Somebody else did pick it up....you. If I went to Central Park now those three dollars would not be there anymore. All economics models are usually depicted in equilibrium but in reality economies are never actually at equilibrium but in a constant process of moving towards it. No money on the sidewalk - equilibrium - somebody accidentally drops money – this is an external shock to the market that brings things out of equilibrium - Stephen walks by sees the money and picks it up - market equilibrium restored. No mystery here, if anything this proves the theory.

Alan Gunn

Sidewalks are at least sufficiently efficient to make looking for lost money on sidewalks a poor career choice and probably not even a useful leisure-time activity, absent collateral benefits like getting exercise. Just as trying to pick winning stocks is now a wise investment strategy.


My "sort of" grandma (she was called Grandma by dozens of people with no formal relationship to her) had a sweet take on found money: she said that pennies on the sidewalk must have fallen out of God's pockets, and so needed to be returned to God, in the form of a gift to a poor person.


This version of the Efficient Sidewalk Theory differs from the one I was acquainted with. I’d heard that it is inefficient to pick currency up off the ground. That’s because when you choose to stoop and pick up currency, and later spend it, your actions have two consequences.

First, you enrich yourself – at other’s expense. If you (re-)introduce currency into circulation, the currency competes with other units of currency to attract goods and services. That is, you benefit by diluting the value of everyone else’s currency. Society as a whole is no better off. Thus, your good fortune must have come at the expense someone – and, in this case, pretty much everyone – else.

Second, you also destroy something with actual economic value: the labor you expend in stooping and retrieving the currency.

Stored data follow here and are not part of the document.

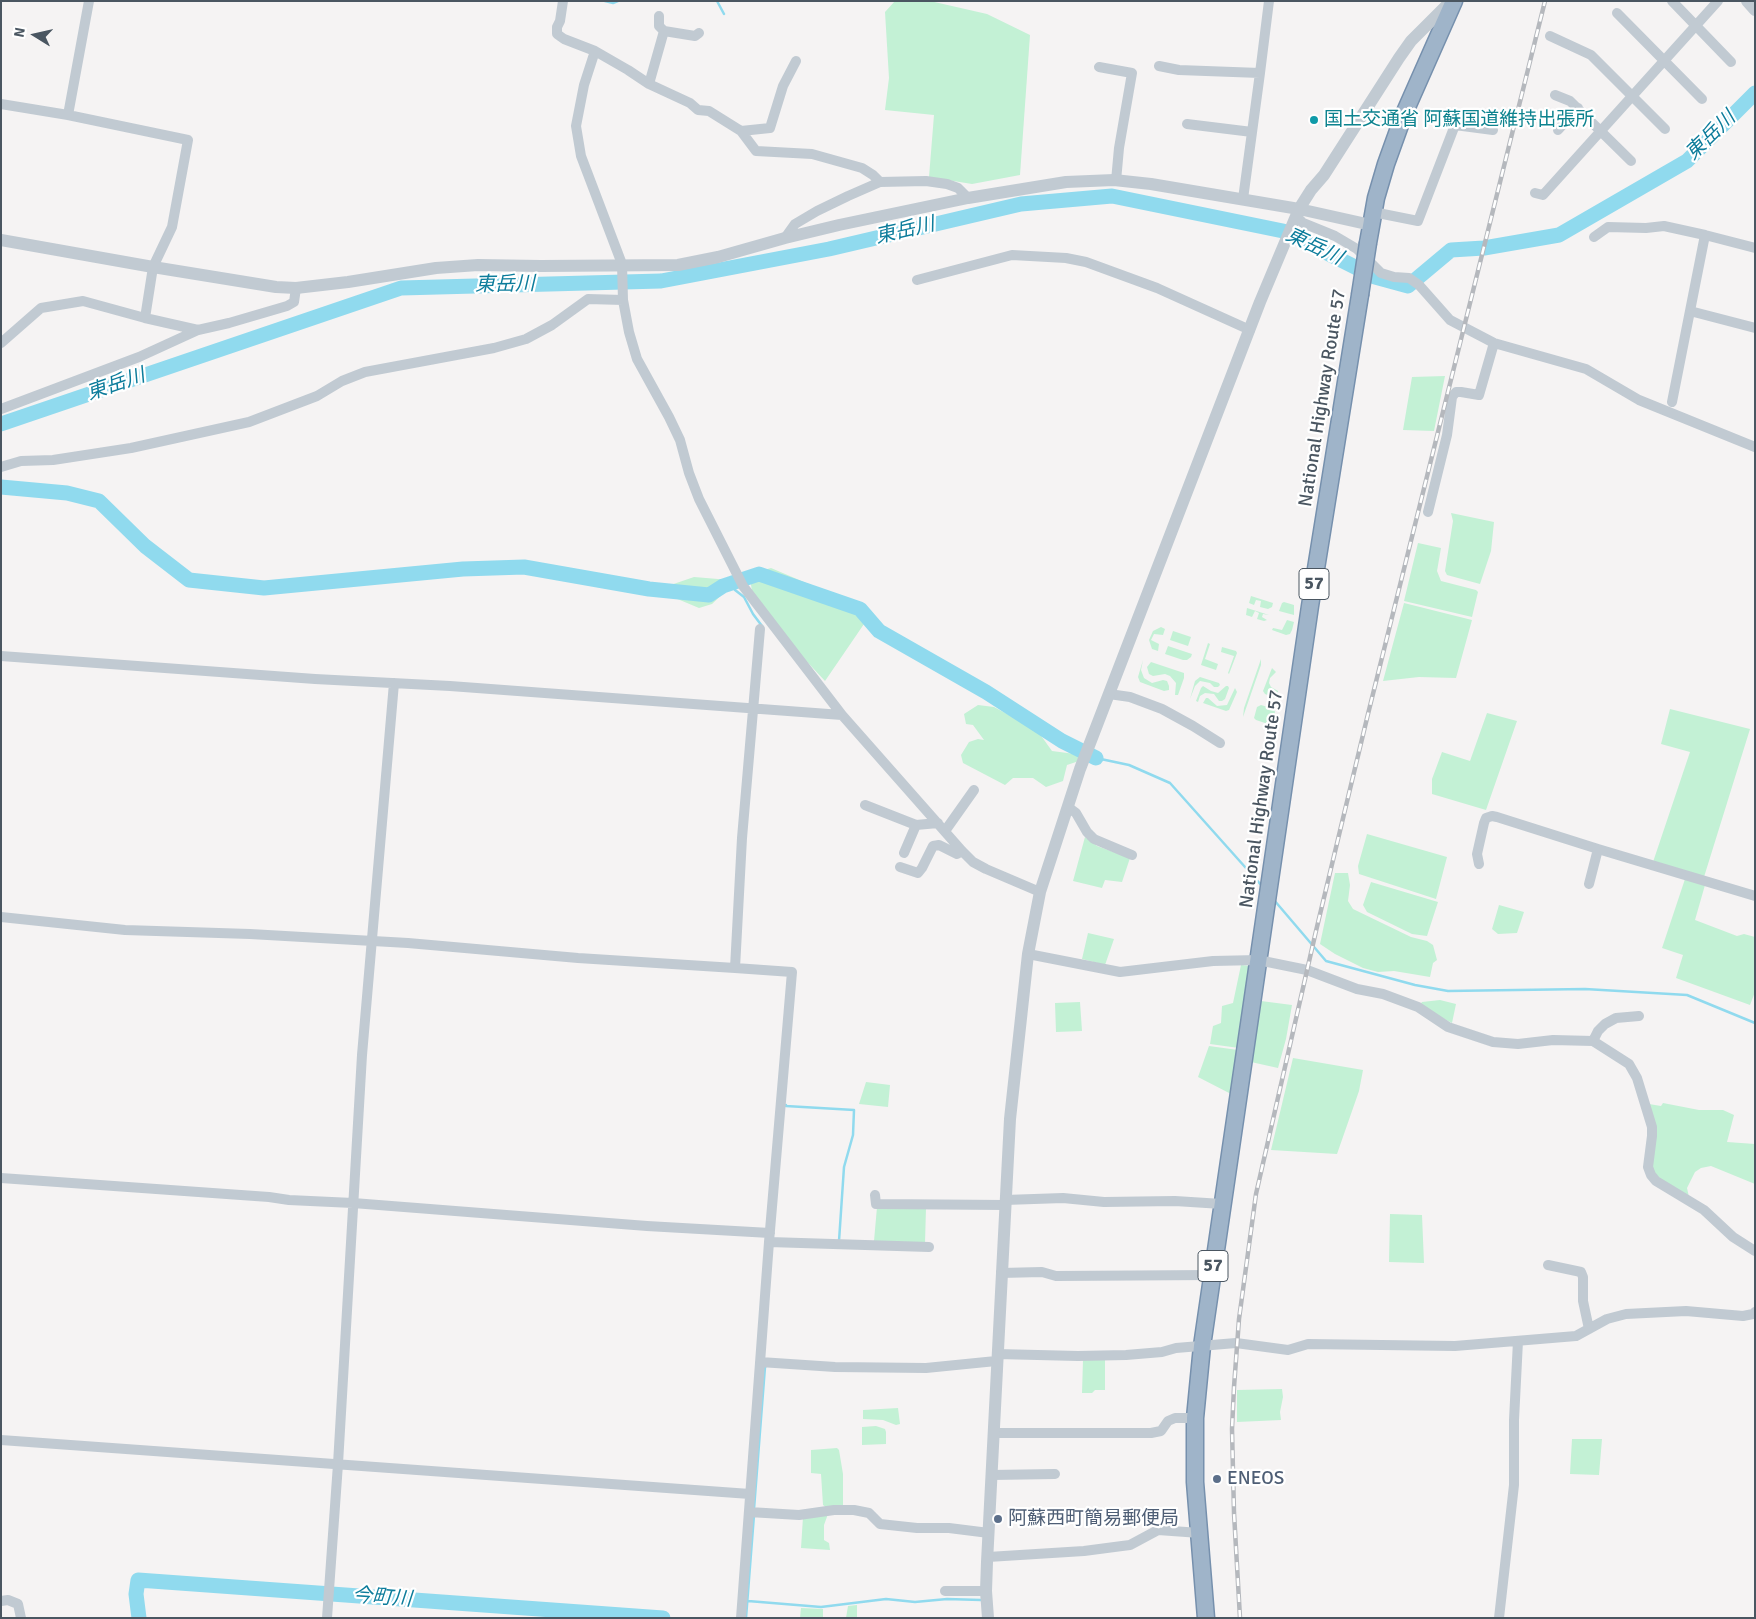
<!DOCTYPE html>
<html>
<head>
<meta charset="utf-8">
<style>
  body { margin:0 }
  #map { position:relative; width:1756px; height:1619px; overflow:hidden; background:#f5f3f3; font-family:Signika,sans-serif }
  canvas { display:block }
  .frame { position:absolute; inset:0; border:2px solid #4a5661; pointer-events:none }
  .north { position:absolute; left:10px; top:10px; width:50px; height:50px; -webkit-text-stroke:4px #fff; paint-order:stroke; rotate:280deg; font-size:14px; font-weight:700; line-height:20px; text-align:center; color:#4a5661 }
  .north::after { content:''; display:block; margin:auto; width:18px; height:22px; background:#4a5661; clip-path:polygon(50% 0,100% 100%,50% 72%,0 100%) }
</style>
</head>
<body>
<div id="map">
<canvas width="1756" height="1619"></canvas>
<div class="frame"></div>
<div class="north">N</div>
</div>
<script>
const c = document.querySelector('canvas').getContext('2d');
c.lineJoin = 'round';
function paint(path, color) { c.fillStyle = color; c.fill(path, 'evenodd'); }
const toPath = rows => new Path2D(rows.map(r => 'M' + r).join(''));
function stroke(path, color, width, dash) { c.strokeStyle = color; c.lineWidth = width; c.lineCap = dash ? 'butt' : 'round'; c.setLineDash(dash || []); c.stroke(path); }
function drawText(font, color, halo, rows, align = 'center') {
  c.font = font + ' Signika,"Noto Sans JP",sans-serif'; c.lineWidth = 4.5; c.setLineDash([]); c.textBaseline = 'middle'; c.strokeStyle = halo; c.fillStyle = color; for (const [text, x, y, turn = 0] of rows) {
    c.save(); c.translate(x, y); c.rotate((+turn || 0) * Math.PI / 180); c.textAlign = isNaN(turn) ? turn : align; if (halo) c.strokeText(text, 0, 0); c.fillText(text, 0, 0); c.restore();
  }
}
paint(toPath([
  [895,1,930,1,987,14,1030,35,1020,175,972,184,929,177,934,115,885,110,889,78,885,12],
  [1445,376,1434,431,1403,430,1412,377],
  [1451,513,1494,522,1491,551,1480,584,1447,575,1445,571,1453,521],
  [1418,543,1441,548,1437,571,1441,581,1476,590,1478,592,1472,617,1404,601],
  [771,568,851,602,864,624,825,681,754,605,750,578,731,586,712,604,699,608,656,590,694,577,730,580],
  [1251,596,1273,603,1272,607,1268,609,1260,607,1261,601,1256,600,1254,605,1249,603],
  [1284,602,1294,605,1294,615,1279,611,1282,603],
  [1404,603,1472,620,1456,678,1419,677,1383,681],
  [1247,608,1269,615,1263,614,1262,617,1267,620,1264,621,1257,619,1259,613,1255,611,1252,617,1246,615],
  [1287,620,1294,622,1292,630,1290,634,1286,635,1272,630,1273,628,1282,630],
  [1161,627,1165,629,1163,635,1154,634,1151,640,1159,644,1158,651,1152,649,1149,640,1153,631],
  [1173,631,1191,637,1188,646,1170,640],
  [1208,643,1210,644,1205,659,1218,664,1216,670,1201,665],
  [1168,646,1192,654,1191,657,1187,660,1183,660,1165,654],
  [1222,647,1236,651,1237,653,1229,674,1228,673,1234,656,1221,652],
  [1261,659,1261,665,1243,717,1244,708],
  [1143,660,1141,670,1144,678,1152,683,1163,680,1167,681,1169,686,1169,690,1164,691,1140,682,1138,677],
  [1151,662,1184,673,1184,678,1178,695,1175,695,1176,683,1170,676,1165,674,1153,676,1149,674,1147,667],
  [1272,668,1276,672,1270,678,1269,683,1271,687,1278,691,1278,696,1275,698,1265,694,1263,691],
  [1200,677,1219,683,1220,685,1218,687,1214,687,1210,683,1200,681,1195,686,1190,699,1195,681],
  [1203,686,1211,691,1218,693,1226,686,1228,686,1229,688,1225,699,1222,701,1219,701,1214,694,1205,693,1200,696,1198,702,1196,701,1201,688],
  [1235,688,1237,692,1229,710,1226,711,1203,703,1206,698,1208,698,1217,706,1227,705],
  [978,705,994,707,1037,730,1052,751,1075,754,1080,757,1079,761,1067,765,1063,781,1046,787,1033,778,1013,778,1005,785,963,763,961,755,969,742,978,739,984,740,973,725,966,724,964,714],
  [1261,705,1274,709,1275,712,1274,717,1270,722,1265,723,1256,720,1254,718,1257,707],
  [1670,709,1750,729,1704,877,1653,862,1690,752,1661,744],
  [1487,713,1517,721,1486,810,1432,794,1432,779,1442,752,1470,761],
  [1367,834,1447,857,1436,899,1359,874,1358,866],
  [1085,837,1097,846,1130,858,1122,882,1105,880,1102,888,1073,881],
  [1335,873,1348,873,1350,885,1348,901,1353,909,1411,937,1427,941,1433,945,1437,960,1433,963,1430,977,1394,971,1378,972,1363,968,1335,954,1320,944],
  [1685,879,1705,885,1695,920,1737,936,1744,934,1755,937,1755,992,1750,1005,1676,978,1683,955,1662,948],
  [1371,882,1438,902,1427,936,1412,934,1367,912,1363,905],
  [1499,905,1524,912,1517,933,1498,934,1492,929],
  [1088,933,1114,939,1105,965,1082,959],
  [1241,965,1252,966,1239,1048,1210,1044,1213,1026,1221,1023,1222,1006,1233,1003],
  [1440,1000,1456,1004,1452,1023,1419,1006,1422,1002],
  [1261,1001,1292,1005,1286,1039,1278,1068,1251,1062],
  [1080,1002,1082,1031,1056,1032,1055,1003],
  [1209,1046,1238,1050,1231,1094,1198,1077],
  [1293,1058,1363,1070,1359,1091,1337,1154,1271,1150],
  [866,1082,890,1085,888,1107,859,1104],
  [1663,1103,1699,1110,1723,1110,1734,1115,1727,1142,1755,1144,1755,1184,1711,1166,1701,1168,1695,1172,1687,1188,1689,1197,1666,1183,1655,1174,1653,1168,1649,1104,1661,1106],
  [877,1207,926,1208,925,1243,874,1241],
  [1390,1214,1422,1215,1424,1263,1389,1262],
  [1105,1359,1105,1390,1095,1390,1092,1393,1082,1393,1083,1360],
  [1282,1389,1283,1397,1280,1412,1281,1420,1237,1422,1237,1390],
  [898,1408,900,1424,896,1425,883,1420,863,1419,863,1410],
  [876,1426,885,1429,886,1432,886,1444,862,1445,862,1427],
  [1572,1439,1602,1439,1599,1475,1570,1474],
  [837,1448,839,1450,843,1474,843,1507,827,1508,823,1505,821,1474,811,1473,811,1450],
  [828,1514,824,1525,824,1540,829,1543,830,1550,801,1548,803,1517],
  [857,1605,857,1618,846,1618,848,1606],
  [801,1608,823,1609,823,1618,800,1618]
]), '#c3f1d5');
stroke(toPath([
  [605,1,613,3,618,1],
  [717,1,724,14],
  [735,590,744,597,753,614,762,626],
  [1096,758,1129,765,1170,783,1262,886],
  [1274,900,1326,961,1415,985,1448,991,1585,989,1687,995,1755,1023],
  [786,1105,786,1106,854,1110,853,1135,844,1167,839,1241],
  [754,1509,765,1367,766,1366],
  [748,1601,821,1607,886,1599,915,1602,947,1599,981,1600],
  [746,1618,754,1515]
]), '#90daee', 2.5);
stroke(toPath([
  [1,424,401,288,661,281,829,249,1021,204,1112,196,1283,231,1375,277,1408,286,1451,250,1484,248,1559,235,1687,161,1755,93],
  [1,487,67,493,99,501,145,546,189,580,264,588,463,569,524,567,649,589,709,595,723,586,759,574,860,609,879,631,986,692,1062,741,1096,758],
  [139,1618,136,1594,138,1580,663,1618]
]), '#90daee', 15);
const trunk = toPath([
  [1368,243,1376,198,1386,164,1404,114,1454,1],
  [1206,1618,1195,1482,1195,1418,1202,1346,1310,606,1360,295]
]);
stroke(trunk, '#7690ad', 19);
stroke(toPath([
  [563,1,560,21,557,27,557,34,564,39,595,51,628,70,649,84,690,103,698,110,709,111,741,131,756,151,812,154,862,168,873,175,880,182],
  [1672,1,1731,62],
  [1617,13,1702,99],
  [664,31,695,36,699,33],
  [1550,36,1591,55,1665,129],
  [595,51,584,85,576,126,581,156,622,264,623,300,629,332,637,359,669,417,680,440,689,473,699,499,743,586,842,715,962,851,973,862,986,869,1040,892],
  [1159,66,1179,70,1260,73,1243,199],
  [1099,67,1132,73,1119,148,1116,181],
  [1260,73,1269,1],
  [649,84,664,31,659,26,659,16],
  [1555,95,1570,101,1631,161],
  [1,104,68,115,188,140,172,227,153,267,145,318,198,330],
  [68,115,89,1],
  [1187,124,1252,132],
  [1558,130,1578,108],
  [741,131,770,128,783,86,796,61],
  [1535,193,1543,195,1718,1],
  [1373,212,1418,221,1455,125,1493,130],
  [1296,216,1303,223,1335,236,1357,249,1381,273,1394,277,1409,278,1419,285,1450,320,1494,343,1586,369,1639,400,1755,447],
  [1705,235,1755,248],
  [1594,237,1608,227,1646,228,1664,226,1705,235,1672,402],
  [785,238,795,224,817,211,848,196,880,182,926,181,947,184,958,188,968,198],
  [917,280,1012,255,1066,258,1086,262,1157,288,1250,330],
  [1690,311,1755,328],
  [1,343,41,308,83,301,145,318],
  [1,409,139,357,198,330,229,323,287,306,294,302,296,288],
  [1,467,21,461,53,460,131,448,249,422,317,396,342,381,365,372,494,348,526,339,552,325,588,299,623,300],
  [1428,512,1447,435,1452,397,1456,392,1461,392,1479,395,1494,343],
  [1,656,315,679,450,686,842,715],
  [1109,694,1130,697,1162,709,1193,726,1220,743],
  [865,805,916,825,938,823],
  [1068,807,1076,813,1087,832,1094,839,1132,855],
  [945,831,974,790],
  [1598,849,1755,896],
  [904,853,916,825],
  [1479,864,1477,854,1484,823,1486,818,1492,816,1497,817,1598,849,1589,884],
  [900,867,918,873,922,868,933,846,939,845,957,854,962,851],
  [1,917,125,930,250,934,408,943,578,958,735,968],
  [1028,954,1120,972,1213,961,1258,960,1307,970,1357,989,1383,994,1418,1007,1448,1027,1493,1042,1518,1044,1553,1040,1593,1041,1629,1064,1637,1078,1652,1127,1652,1136,1648,1167,1651,1175,1656,1181,1704,1210,1733,1237,1755,1251],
  [1593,1041,1598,1031,1605,1024,1616,1018,1639,1016],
  [1,1178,269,1197,289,1200,353,1203,647,1226,770,1233],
  [875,1195,876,1204,1005,1205],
  [1005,1200,1063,1198,1104,1202,1175,1201,1222,1204],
  [769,1242,929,1247],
  [1548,1265,1581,1272,1583,1277,1583,1301,1589,1329],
  [1001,1273,1042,1272,1056,1276,1212,1275],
  [997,1354,1078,1356,1126,1355,1162,1352,1176,1348,1236,1343,1288,1350,1308,1344,1455,1346,1576,1336,1607,1319,1626,1314,1686,1311,1743,1316,1753,1314,1755,1312],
  [760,1362,835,1367,926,1368,996,1361],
  [993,1433,1151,1433,1161,1431,1168,1421,1175,1418,1195,1418],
  [1,1440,750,1494],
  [991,1475,1055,1474],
  [749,1512,799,1515,834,1510,854,1510,869,1513,880,1524,917,1528,949,1528,989,1533],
  [988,1557,1084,1551,1122,1546,1130,1545,1158,1530,1200,1533],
  [945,1591,986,1591],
  [1,1601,8,1600,18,1604,21,1618],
  [327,1618,338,1464,362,1055,394,683],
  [741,1618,769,1242,792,972,735,968,742,838,760,629],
  [1499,1618,1514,1485,1514,1420,1518,1341]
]), '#c1cad2', 10);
stroke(toPath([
  [1747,1,1755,10],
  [1,240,153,267,276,287,296,288,348,282,436,268,478,265,541,266,678,265,718,257,785,238,839,225,968,198,1066,182,1114,180,1151,184,1299,209,1371,225],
  [988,1618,986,1591,987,1562,1010,1119,1028,954,1040,892,1080,769,1260,302,1299,209,1311,190,1324,175,1399,58,1411,41,1451,1]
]), '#c1cad2', 12);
stroke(trunk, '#9fb4c9', 16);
const rail = toPath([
  [1240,1618,1234,1513,1232,1429,1234,1387,1239,1319,1256,1194,1316,931,1368,714,1545,1]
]);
stroke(rail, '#b5b8bd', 4.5);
stroke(rail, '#fff', 2.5, [8]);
const trunkBridge = toPath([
  [1360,295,1368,243]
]);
stroke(trunkBridge, '#7690ad', 19, []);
stroke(trunkBridge, '#9fb4c9', 16);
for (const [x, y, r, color] of [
  [1314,120,5,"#0f9aa8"],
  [1217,1479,5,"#5c6f8a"],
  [998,1519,5,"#5c6f8a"]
]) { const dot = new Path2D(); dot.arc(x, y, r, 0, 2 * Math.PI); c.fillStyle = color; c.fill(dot); stroke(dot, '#fff', 2); }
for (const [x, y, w] of [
  [1314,584,30],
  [1213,1266,30]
]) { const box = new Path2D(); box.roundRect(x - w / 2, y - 15.5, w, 31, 4); c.fillStyle = '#fff'; c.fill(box); stroke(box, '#4a5661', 1); }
drawText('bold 18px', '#4a5661', null, [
  ["57",1314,584],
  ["57",1213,1266]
]);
drawText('19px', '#0d838f', '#fff', [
  ["国土交通省 阿蘇国道維持出張所",1324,120]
], 'left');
drawText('19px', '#4a5661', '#fff', [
  ["National Highway Route 57",1323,398,-81],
  ["National Highway Route 57",1262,799,-82]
]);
drawText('19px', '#4e5e75', '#fff', [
  ["ENEOS",1227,1479],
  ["阿蘇西町簡易郵便局",1008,1519]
], 'left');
drawText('italic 20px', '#0c7c9b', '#fff', [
  ["東岳川",1711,136,-44],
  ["東岳川",905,231,-13],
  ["東岳川",1314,247,25],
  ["東岳川",505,285,-1],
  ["東岳川",116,385,-19],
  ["今町川",382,1598,4]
]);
</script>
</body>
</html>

Thus, someone truly concerned with efficiency – that is, with maximizing society’s welfare – would not stoop to pick up currency (unless he were picking up garbage.)



This is interesting. I had never heard of the Efficient Sidewalk Theory, but it makes lots of sense. In truth, if you see money on the sidewalk, it would be smartest to assume that it was fake, because money rarely can be gotten for free. Also, people will play tricks with money. The dollar on a fishing string comes to mind.

Roger Abramson

If you'd needed $100 for your coffee, it's not impossible that you'd be alerted to the suspicious glint of a diamond earring others disregarded and disbelieved. The hundred trillion synapses in your brain have roughly the calculation speed of a billion dollar supercomputer, especially when you want an iced coffee. Napoleon Hill's Think and Grow Rich is full of anecdotes like yours. I really wish somebody would do a test to turn such anecdotal evidence into useful science to prove or disprove the little-known power of the subconscious mind. Subject success itself to the rigors of the scientific method. But I haven't read Gladwell's "Outliers" yet. Maybe it has.